Death's unfolding may be a worldwide phenomena, but to describe this phenomena, Morris amusingly begins and ends with the--usually unorthodox--individual point of view. His often bizarre interviewees attest to the rather commonplace idea that death and its significance can indeed be a state of mind. Whether there is any vitality or sadness to be gained from death, it is a decision perhaps best located in the subjective experience. Taken together, the odd bird interviewees of the Morris series create a panorama of differential opinion.
His subjects are without doubt odder than the average person odd--if such exists, anyway--and to hear their separate view points on death is almost as fascinating as it is overwhelmingly uncomfortable. Morris films are able to convince the viewer that the director has nothing to do with what you see. The interviewees steal the show. Their words, their faces, and their body language take up most of the viewer's attention. Not to say Morris isn't crucial to the equation, of course he is, but the people he finds and places in front of the camera practically make up the entire story.
Morris brings to light that there are interesting people who often become caught up in the varying degrees of death. I think viewers should probably thank him for doing so. Each degree of death is enthralling in its own way. Whether the film explains the instrumentation involved in dying (Mr. Death: The Rise and Fall of Fred A. Leuchter, Jr.), or the morality in killing, there is someone to illustrate its rationale. If there is a mass, prolonged execution, like a war, or the infliction of the feeling of death--all as a means to a collective end--, someone from either Standard Operating Procedure or The Fog of War will attempt to validate such actions. Say death is out of cold blood,--a sociopath claiming his or her victims--, then The Thin Blue Line may answer some of the "why?" questions so commonly asked of murderers, even without a direct, coherent answer. Upon reflection, Errol Morris films generally assert that death, whether intentional or say, natural, is tricky. Nonetheless enthralling. Errol Morris, bringing his own curiosities to the field, has for a long time now understood the human's inability to comprehend its universal power. Morris has therefore set out to discover death's many capacities. His subjects of film shouldn't be dismissed. If they are found repulsive in nature, they can certainly serve as an ethical no-no. Nonetheless, the intrigue over mortality remains.

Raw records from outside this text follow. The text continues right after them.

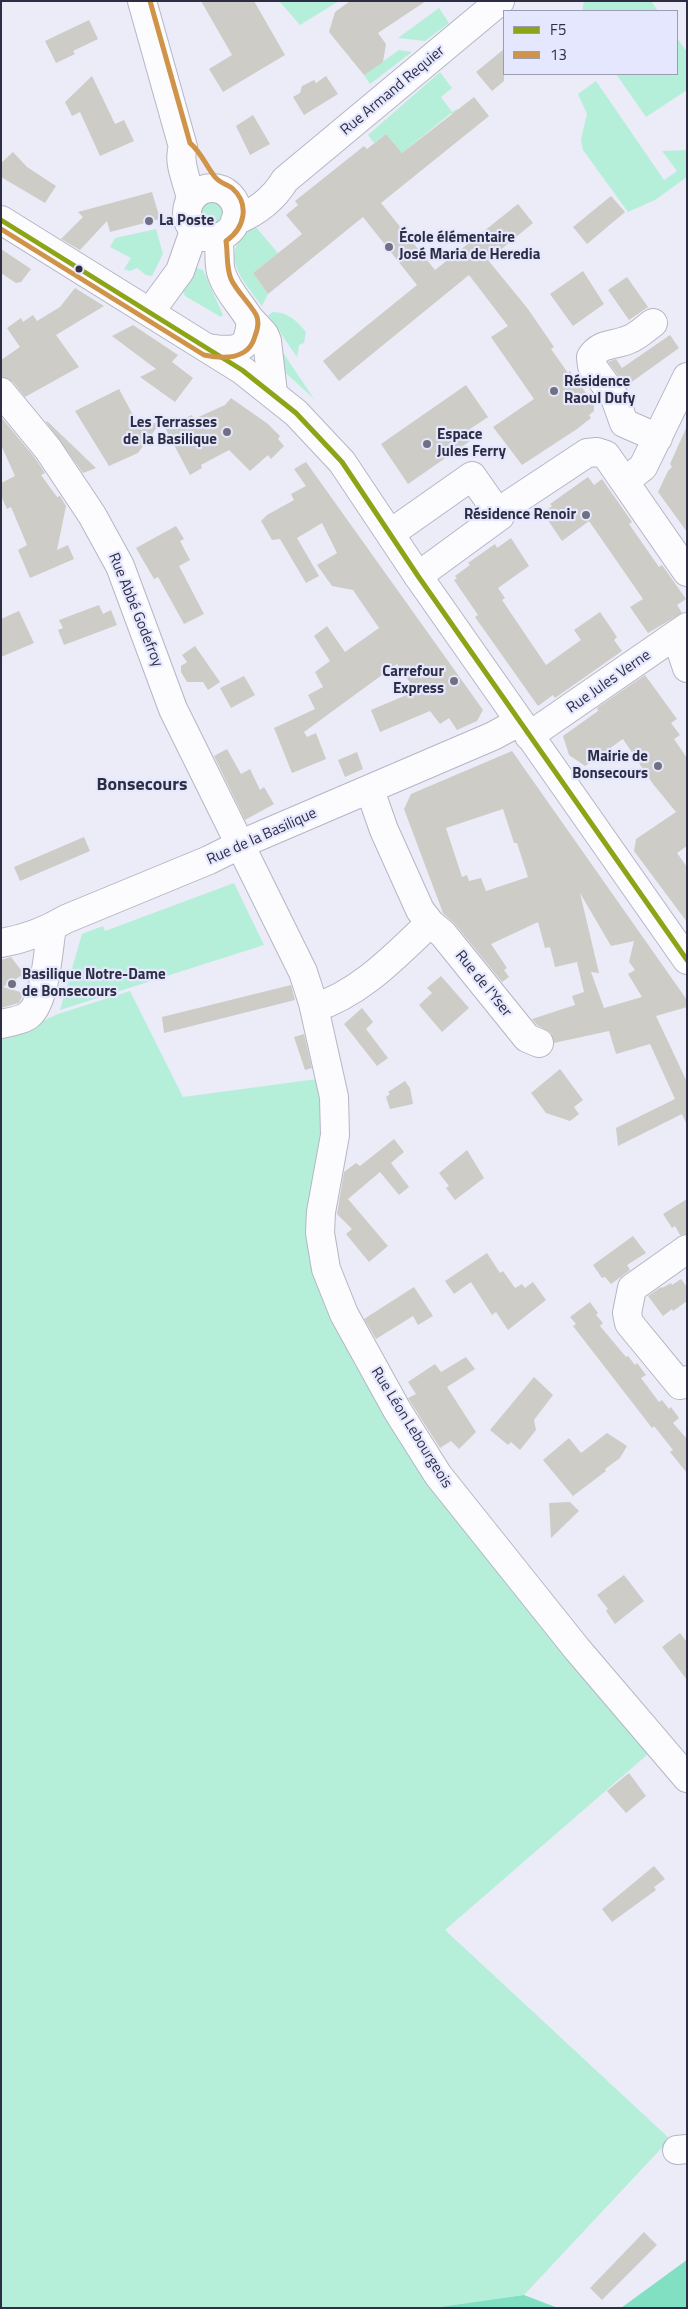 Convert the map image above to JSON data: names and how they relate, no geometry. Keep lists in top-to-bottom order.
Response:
{
  "streets": {
    "street": [
      "Rue Armand Requier",
      "Rue Abbé Godefroy",
      "Rue Jules Verne",
      "Rue de la Basilique",
      "Rue de l'Yser",
      "Rue Léon Lebourgeois"
    ]
  },
  "crossings": [
    ["Rue Abbé Godefroy", "Rue de la Basilique"],
    ["Rue Abbé Godefroy", "Rue Léon Lebourgeois"],
    ["Rue Jules Verne", "Rue de la Basilique"],
    ["Rue de la Basilique", "Rue de l'Yser"]
  ],
  "districts": ["Bonsecours"],
  "places": [
    "La Poste",
    "École élémentaire José Maria de Heredia",
    "Résidence Raoul Dufy",
    "Les Terrasses de la Basilique",
    "Espace Jules Ferry",
    "Résidence Renoir",
    "Carrefour Express",
    "Mairie de Bonsecours",
    "Basilique Notre-Dame de Bonsecours"
  ],
  "lines": ["transit line 13", "transit line F5"],
  "legend": ["F5", "13"]
} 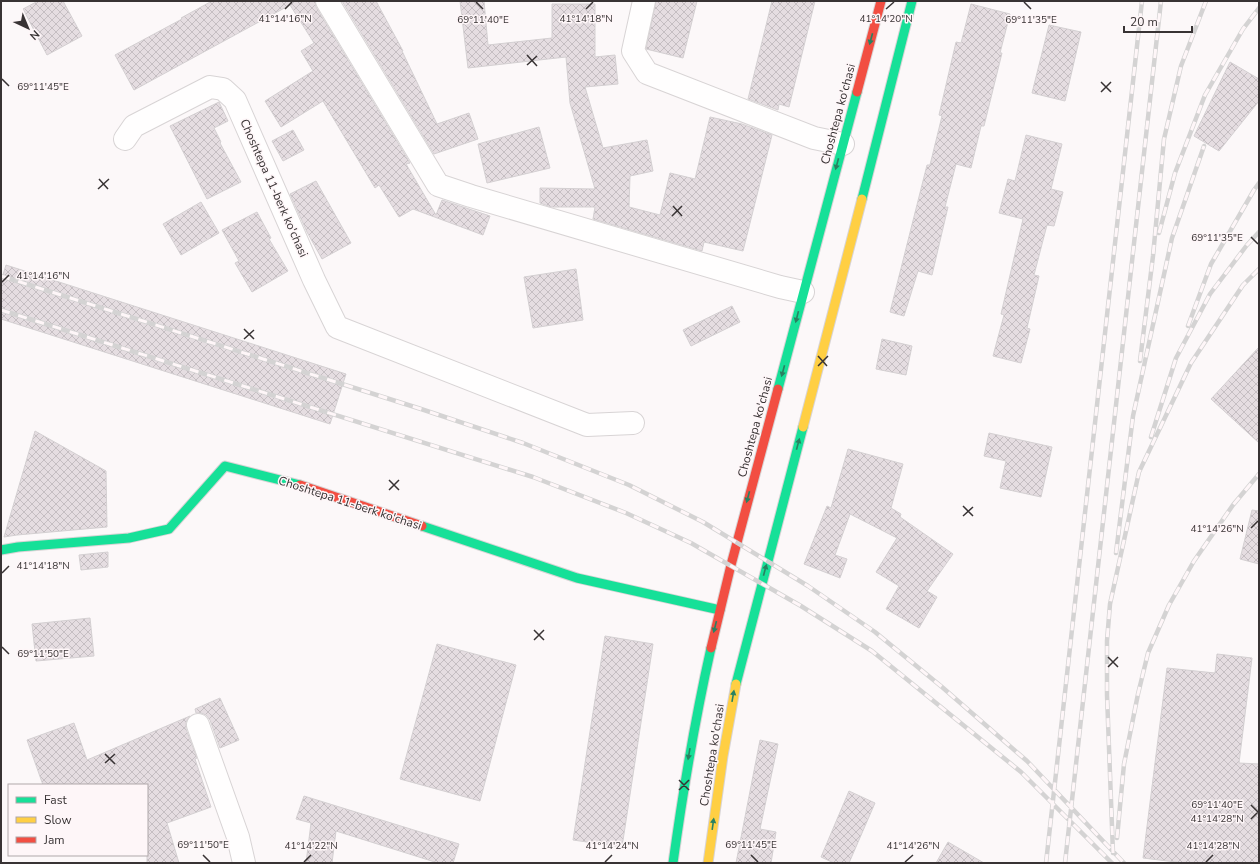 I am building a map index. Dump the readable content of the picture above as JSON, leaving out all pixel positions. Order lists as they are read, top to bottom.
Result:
{
  "streets": {
    "main road": ["Choshtepa ko'chasi", "Choshtepa 11-berk ko'chasi"]
  },
  "crossings": [
    ["Choshtepa ko'chasi", "Choshtepa 11-berk ko'chasi"]
  ],
  "legend": ["Fast", "Slow", "Jam"],
  "scale_bar": "20 m",
  "north": "bottom right",
  "coordinates": [
    "41°14'16\"N",
    "41°14'18\"N",
    "41°14'20\"N",
    "69°11'40\"E",
    "69°11'35\"E",
    "69°11'45\"E",
    "41°14'26\"N",
    "69°11'50\"E",
    "41°14'28\"N",
    "41°14'22\"N",
    "41°14'24\"N"
  ]
}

In conclusion, Errol Morris films have predominantly discussed the process of death since his career beginning. Gates of Heaven, his debut documentary, launched this engrossing series of works on the topic. Perhaps the paramount aspect to these films is that, despite their focus on the dreadfulness of death, there is a penetrating unconventionality to their storylines. It isn't that I don't take death gravely, but like Morris maybe wonders himself(?), "why on earth does death happen the way it does? If it affects all of us, shouldn't there be a collective agreement over how it is handled/processed?" Anyway, Errol Morris films are definitely worth the mental and emotional fun.